Work required. Only one stretch of the records below should be repeated. It starts with the line containing "M40 570H57V591H40Z" and goes on through the line containing "M1284 655H1312V669H1284Z", exactly as written.

--- START ---

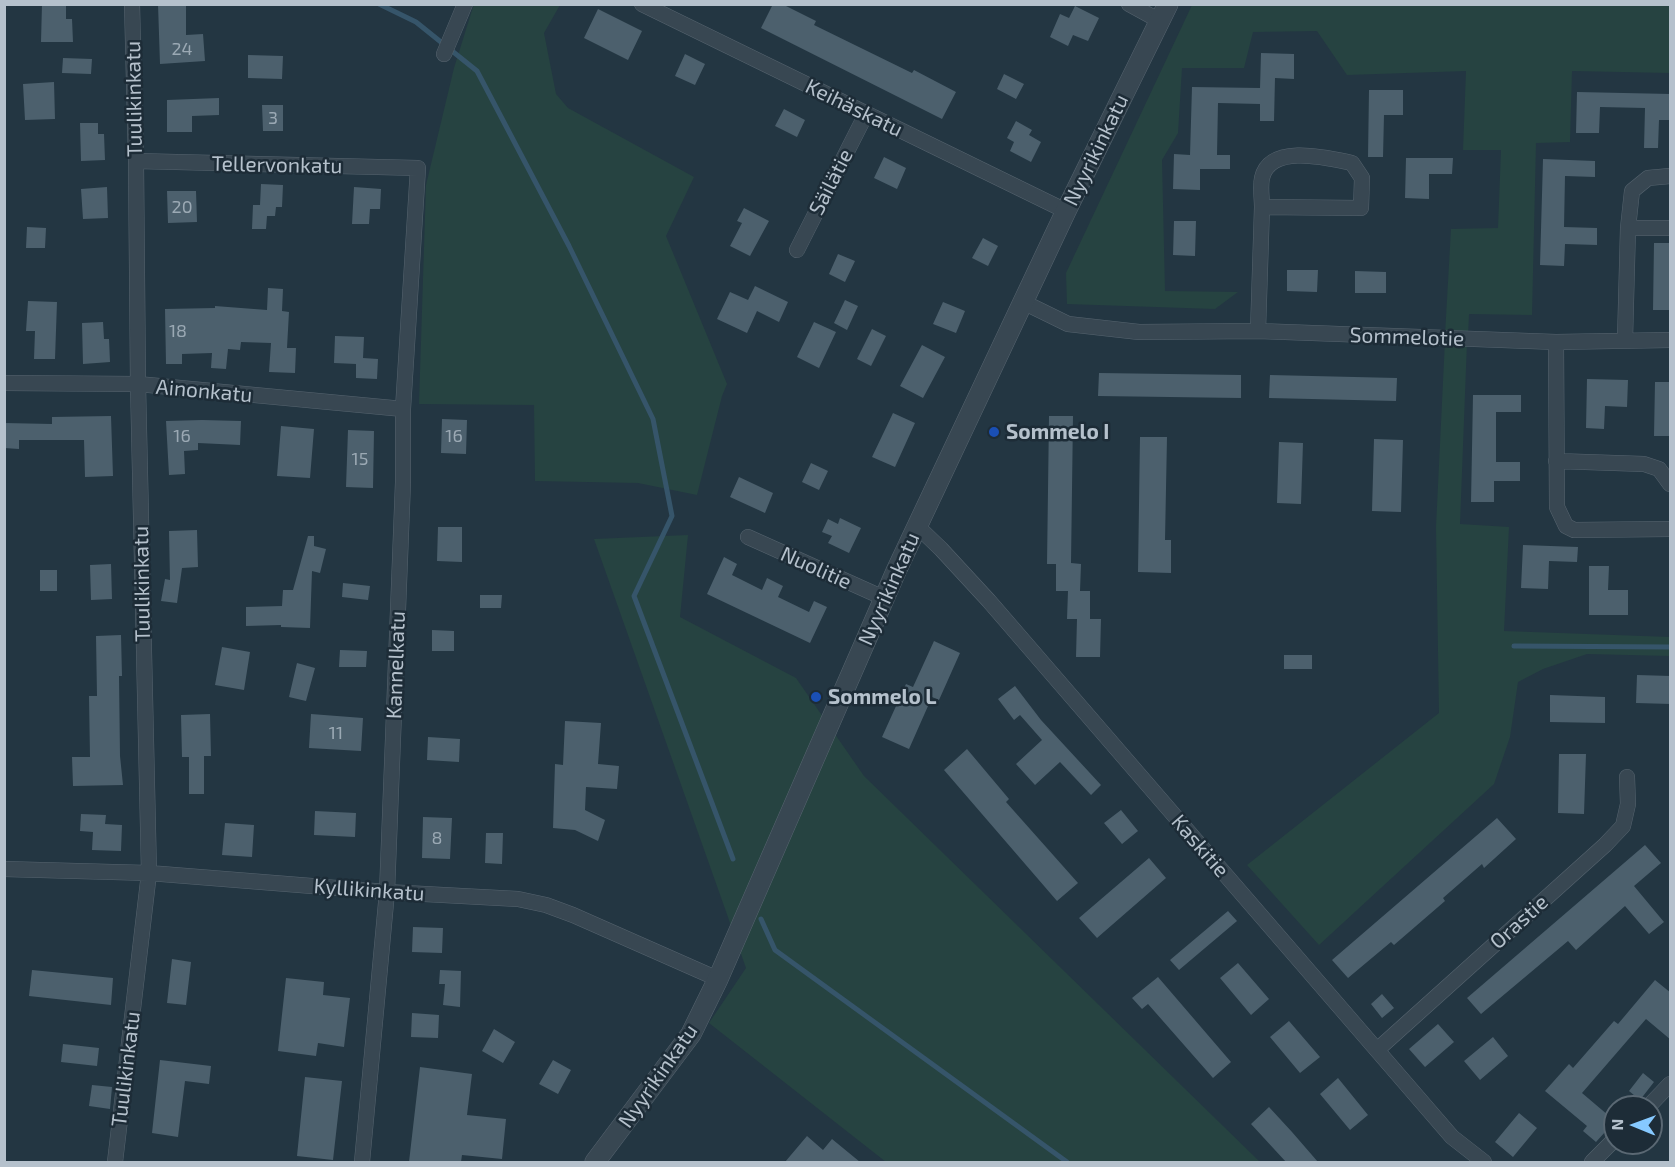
<!DOCTYPE html>
<html>
<head>
<meta charset="utf-8">
<style>
	body { margin:0 }
	#map { position:relative; width:1675px; height:1167px; overflow:hidden; background:#233642; font-family:"Exo 2",sans-serif }
	canvas { display:block }
	.frame { position:absolute; inset:0; border:6px solid #b5c1cc; pointer-events:none }
	.north { position:absolute; left:1603px; top:1095px; width:60px; height:60px; box-sizing:border-box; background:#1d2c37; border:2px solid #5a6873; border-radius:50%; rotate:271deg; font-size:16px; font-weight:700; line-height:24px; text-align:center; color:#b5c1cc }
	.north::after { content:''; display:block; margin:auto; width:21px; height:27px; background:#86c9ff; clip-path:polygon(50% 0,100% 100%,50% 72%,0 100%) }
</style>
</head>
<body>
<div id="map">
<canvas width="1675" height="1167"></canvas>
<div class="frame"></div>
<div class="north">N</div>
</div>
<script>
const ctx = document.querySelector('canvas').getContext('2d');
ctx.lineJoin = 'round';
function paint(path, color) { ctx.fillStyle = color; ctx.fill(path, 'evenodd'); }
function stroke(path, color, width, dash) { ctx.strokeStyle = color; ctx.lineWidth = width; ctx.lineCap = dash ? 'butt' : 'round'; ctx.setLineDash(dash || []); ctx.stroke(path); }
function drawText(font, color, halo, rows, align = 'center') {
  ctx.font = font + ' "Exo 2",sans-serif'; ctx.lineWidth = 5; ctx.setLineDash([]); ctx.textBaseline = 'middle'; ctx.strokeStyle = halo; ctx.fillStyle = color; for (const [text, x, y, turn = 0] of rows) {
    ctx.save(); ctx.translate(x, y); ctx.rotate((+turn || 0) * Math.PI / 180); ctx.textAlign = isNaN(turn) ? turn : align; if (halo) ctx.strokeText(text, 0, 0); ctx.fillText(text, 0, 0); ctx.restore();
  }
}
paint(new Path2D(`
	M474 4 560 5 544 33 556 94 568 108 694 177 666 236 727 384 722 396 697 495 638 483 535 481 534 405 419 404 426 185 454 68Z
	M1192 5H1670V73L1572 71 1570 142 1536 143 1532 315 1469 314 1468 336 1445 335 1451 229 1498 228 1501 150H1463L1466 71 1347 75 1317 31 1253 32 1244 68H1182L1178 133 1162 160 1165 291 1238 292 1215 309 1067 304 1066 273Z
	M1445 340 1467 342 1460 524 1509 527 1504 631 1670 637V656L1587 654 1543 669 1518 682 1510 737 1494 784 1319 945 1247 865 1439 713 1436 527Z
	M688 535 680 617 796 678 864 776 1260 1162H886L709 1023 746 968 594 539Z`), '#264341');
stroke(new Path2D(`
	M379 4 416 22 477 71 569 246 653 419 672 516 634 596 733 859
	M1514 646 1670 647
	M761 919 775 950 1067 1162`), '#36556a', 5);
paint(new Path2D(`
	M42 4H66V19H72L73 42H41Z
	M158 4H186V35L203 34 205 61 160 64Z
	M773 4H782L816 21 814 25 912 73 914 70 956 92 942 119 761 28Z
	M1075 6 1099 18 1088 41 1073 35 1068 46 1050 37 1060 14 1069 18Z
	M598 9 642 31 628 60 584 38Z
	M1261 53 1294 54V79L1275 78 1274 121H1260V104L1218 103 1217 155H1230V169H1200V190L1173 189 1174 154 1190 155 1192 87 1260 88Z
	M685 54 705 64 695 85 675 76Z
	M248 55 283 56 282 79 248 78Z
	M63 58 92 59 91 74 62 73Z
	M1004 74 1024 84 1016 99 997 89Z
	M54 82 55 119 25 120 23 84Z
	M1369 90H1403V115H1384L1383 157H1368Z
	M1577 92 1671 94V120H1659L1658 148H1644L1645 108 1600 107 1599 133H1576Z
	M219 98V115L192 116V132H167V100Z
	M262 105H283V131H263Z
	M784 109 805 120 797 137 775 126Z
	M1016 121 1032 130 1029 135 1041 142 1031 162 1010 151 1014 142 1007 138Z
	M80 123H98V134H104L105 160 81 161Z
	M884 157 906 168 897 189 874 178Z
	M1406 158H1453L1452 174H1429V199L1405 198Z
	M1543 159 1595 161V177L1565 176 1564 227 1597 228V245L1565 244 1564 266 1540 265Z
	M261 184 283 185 282 207H276L275 216H267L266 229H252L253 205H260Z
	M107 187 108 218 83 219 81 189Z
	M354 187 381 189 380 209H370L369 224H352Z
	M167 191H196L197 222 168 223Z
	M744 208 769 221 750 256 730 246 742 223 737 221Z
	M1174 221H1196L1195 256 1173 255Z
	M27 227 46 228 45 248H26Z
	M983 238 998 246 988 266 972 258Z
	M1654 243H1671V310H1653Z
	M838 254 855 261 845 282 829 274Z
	M1287 270H1318L1317 292 1287 291Z
	M1355 271 1386 272V293H1355Z
	M755 286 788 302 779 322 757 311 747 333 717 319 730 292 748 300Z
	M268 288 283 289 282 311 289 312 287 348H296L295 373 269 372 271 343 241 342 240 350 228 349 226 369 211 368 212 353 182 354V364H166L165 309 215 308V306L267 310Z
	M845 300 858 306 847 330 834 323Z
	M28 301 57 302 55 359H34L35 331H26Z
	M943 302 965 311 956 333 933 324Z
	M103 322 104 339H109L110 362 83 364 82 323Z
	M814 322 836 332 819 368 797 357Z
	M872 329 886 336 871 366 857 359Z
	M335 336 364 337 363 358 378 359 377 379 356 378V364L334 363Z
	M922 345 945 357 923 398 900 386Z
	M1099 373 1241 375V398L1098 396Z
	M1270 375 1397 378 1396 401 1269 398Z
	M1587 379 1628 380 1627 407 1605 406 1604 429 1586 428Z
	M1655 382H1671L1670 436H1654Z
	M1473 395H1521V412H1496V462H1520V481H1494V502H1471Z
	M893 413 915 423 895 467 872 457Z
	M111 416 113 476 85 477 84 440H19V449L4 448V423L52 424V417Z
	M1049 416H1073L1071 563 1081 564 1080 591H1090V619H1101L1100 657H1076L1077 619H1067L1068 591H1056V564H1047Z
	M442 419 467 420 466 454 441 453Z
	M202 420 241 421 240 445 198 443V450L184 451 185 474 169 475 166 421Z
	M281 426 314 429 310 478 277 476Z
	M348 430 374 431 373 488 346 487Z
	M1140 437H1167L1165 540H1171V573L1138 572Z
	M1374 439 1403 440 1401 512 1372 511Z
	M1279 442 1303 443 1301 504 1277 503Z
	M811 463 828 471 819 490 802 482Z
	M739 477 773 493 765 513 730 497Z
	M840 518 861 528 849 553 828 543 832 536 822 532 828 519 838 524Z
	M438 527H462V562L437 561Z
	M197 530 198 567 182 568 177 603 161 601 165 579 170 580 169 531Z
	M308 536H314V546L326 549 320 573 312 571 310 628 281 627V625L246 626V607L282 606 283 590H293Z
	M1523 545 1578 547 1577 562 1549 561 1548 589 1521 588Z
	M724 557 737 564 732 575 762 590 767 578 783 586 778 597 809 612 814 601 827 607 810 643 707 594Z
	M111 564 112 599 91 600 90 565Z
	M1589 566H1609L1608 590H1628V615H1589Z
	M40 570H57V591H40Z
	M343 583 370 586 368 600 342 597Z
	M480 595H502L501 608H480Z
	M432 630 454 631V651H432Z
	M121 635 122 676H119L120 756 123 785 73 786 72 757H90L89 696H97L96 636Z
	M934 641 960 653 939 700 932 697 909 749 882 737 906 684 913 687Z
	M222 647 250 652 244 690 215 685Z
	M340 650 367 651 366 667H339Z
	M1284 655H1312V669H1284Z
	M297 663 315 668 306 701 289 697Z
	M1637 675 1671 676V704L1636 703Z
	M1015 686 1041 720 1101 785 1091 795 1060 762 1035 785 1016 764 1042 740 1020 715 1014 720 998 699Z
	M1550 695 1605 697V723L1550 722Z
	M210 714 211 756H204V794H189V757H182L181 715Z
	M311 714 363 718 361 751 309 748Z
	M565 721 601 723 598 764 619 766 617 789 586 787 585 810 605 820 598 841 575 830 553 828 555 764 563 765Z
	M428 737 460 739 459 762 427 760Z
	M967 749 1009 799 1006 802 1078 883 1057 901 944 770Z
	M1559 754H1586L1584 814 1558 813Z
	M1121 810 1138 831 1122 844 1104 823Z
	M315 811 356 813 355 837 314 835Z
	M81 814 106 815 105 824 122 825 121 851 92 850 93 832 80 831Z
	M423 817 452 818 450 859 422 858Z
	M1497 818 1516 839 1484 868 1482 864 1443 898 1445 901 1394 945 1391 942 1348 978 1332 960Z
	M225 823 254 825 252 857 222 855Z
	M486 833H503L502 864 485 863Z
	M1645 845 1661 863 1634 886 1664 922 1649 934 1625 906 1576 950 1568 941 1481 1014 1467 998Z
	M1149 858 1166 878 1097 938 1079 918Z
	M1228 911 1237 921 1179 970 1170 960Z
	M413 927 443 928 442 953 412 952Z
	M172 959 191 962 186 1005 167 1003Z
	M1238 963 1269 999 1251 1015 1220 978Z
	M32 970 113 978 111 1005 29 996Z
	M440 970 461 971 460 1007 443 1005 445 984H439Z
	M1158 977 1231 1062 1213 1078 1148 1004 1142 1009 1132 998Z
	M286 978 324 982 323 995 350 998 344 1047 318 1043 316 1056 278 1051Z
	M1655 980 1671 993V1040L1646 1019 1582 1093 1615 1121 1596 1142 1583 1131 1587 1126 1545 1091 1569 1064 1573 1068 1614 1021 1618 1024Z
	M1382 994 1394 1008 1382 1018 1371 1004Z
	M412 1013 439 1015 438 1038 411 1037Z
	M1289 1021 1320 1057 1300 1073 1270 1037Z
	M1438 1024 1454 1042 1425 1067 1409 1049Z
	M494 1029 515 1042 503 1063 482 1051Z
	M1493 1037 1508 1056 1480 1080 1464 1061Z
	M63 1044 99 1048 97 1066 61 1062Z
	M160 1060 211 1066 209 1084 185 1081 178 1137 152 1133Z
	M553 1060 571 1070 558 1094 539 1084Z
	M420 1067 472 1074 467 1115 506 1119 502 1159 462 1155 461 1162H409Z
	M1643 1073 1654 1082 1640 1100 1629 1091Z
	M305 1077 342 1081 333 1160 297 1156Z
	M1338 1078 1368 1115 1350 1130 1320 1094Z
	M92 1085 112 1087 110 1109 89 1106Z
	M1269 1107 1292 1132 1318 1162H1286L1251 1124Z
	M1519 1113 1537 1128 1513 1157 1495 1142Z
	M807 1136 823 1150 832 1139 860 1162H785Z`), '#4c606d');
const minor = new Path2D(`
	M642 4 1066 211
	M1129 4 1160 21
	M444 54 465 4
	M136 161 418 168 403 409V482L387 892 362 1162
	M1628 228H1670
	M797 250 866 114
	M1023 302 1068 324 1139 332 1258 331 1556 342 1670 340
	M1258 331 1262 207 1361 208 1362 178 1352 163C1328 158 1270 143 1262 178 1260 187 1262 198 1262 207
	M1625 340 1628 228 1632 191 1648 178 1670 176
	M1556 342 1557 507 1566 526 1574 530 1670 529
	M4 383 138 384 403 409
	M1556 461 1644 464 1659 469 1670 484
	M918 527 941 549 989 601 1452 1137 1484 1162
	M748 537 884 598
	M4 869 149 873 387 892 518 899 546 905 573 915 718 979
	M1377 1050 1605 845 1623 826 1628 804 1627 777
	M1648 1107 1670 1084
	M115 1162 149 873 138 384 136 161 132 4
	M1592 1162 1615 1139`);
const tertiary = new Path2D(`
	M595 1162 691 1034 718 979 897 569 1066 211 1168 4`);
stroke(minor, '#56646f', 16);
stroke(tertiary, '#56646f', 21);
stroke(minor, '#384752', 15);
stroke(tertiary, '#384752', 20);
for (const [x, y, r, color] of [
	[994,432,6,"#1a4fb4"],
	[816,697,6,"#1a4fb4"]
]) { const dot = new Path2D(); dot.arc(x, y, r, 0, 2 * Math.PI); ctx.fillStyle = color; ctx.fill(dot); stroke(dot, '#1d2c37', 2); }
drawText('18px', '#9ba9b4', null, [
	["24",182,49],
	["3",273,118],
	["20",182,207],
	["18",178,331],
	["16",182,436],
	["16",454,436],
	["15",360,459],
	["11",336,733],
	["8",437,838]
]);
drawText('21px', '#b5c1cc', '#1d2c37', [
	["Tuulikinkatu",134,99,-91],
	["Keihäskatu",854,108,26],
	["Nyyrikinkatu",1096,150,-64],
	["Tellervonkatu",277,165,1],
	["Säilätie",831,182,-63],
	["Sommelotie",1407,337,2],
	["Ainonkatu",204,391,5],
	["Nuolitie",816,568,24],
	["Tuulikinkatu",142,584,-91],
	["Nyyrikinkatu",889,589,-66],
	["Kannelkatu",396,665,-88],
	["Kaskitie",1200,846,49],
	["Kyllikinkatu",369,890,4],
	["Orastie",1519,922,-42],
	["Tuulikinkatu",126,1069,-83],
	["Nyyrikinkatu",658,1076,-55]
]);
drawText('bold 21px', '#b5c1cc', '#1d2c37', [
	["Sommelo I",1006,432],
	["Sommelo L",828,697]
], 'left');
</script>
</body>
</html>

--- END ---

Task output.
	M40 570H57V591H40Z
	M343 583 370 586 368 600 342 597Z
	M480 595H502L501 608H480Z
	M432 630 454 631V651H432Z
	M121 635 122 676H119L120 756 123 785 73 786 72 757H90L89 696H97L96 636Z
	M934 641 960 653 939 700 932 697 909 749 882 737 906 684 913 687Z
	M222 647 250 652 244 690 215 685Z
	M340 650 367 651 366 667H339Z
	M1284 655H1312V669H1284Z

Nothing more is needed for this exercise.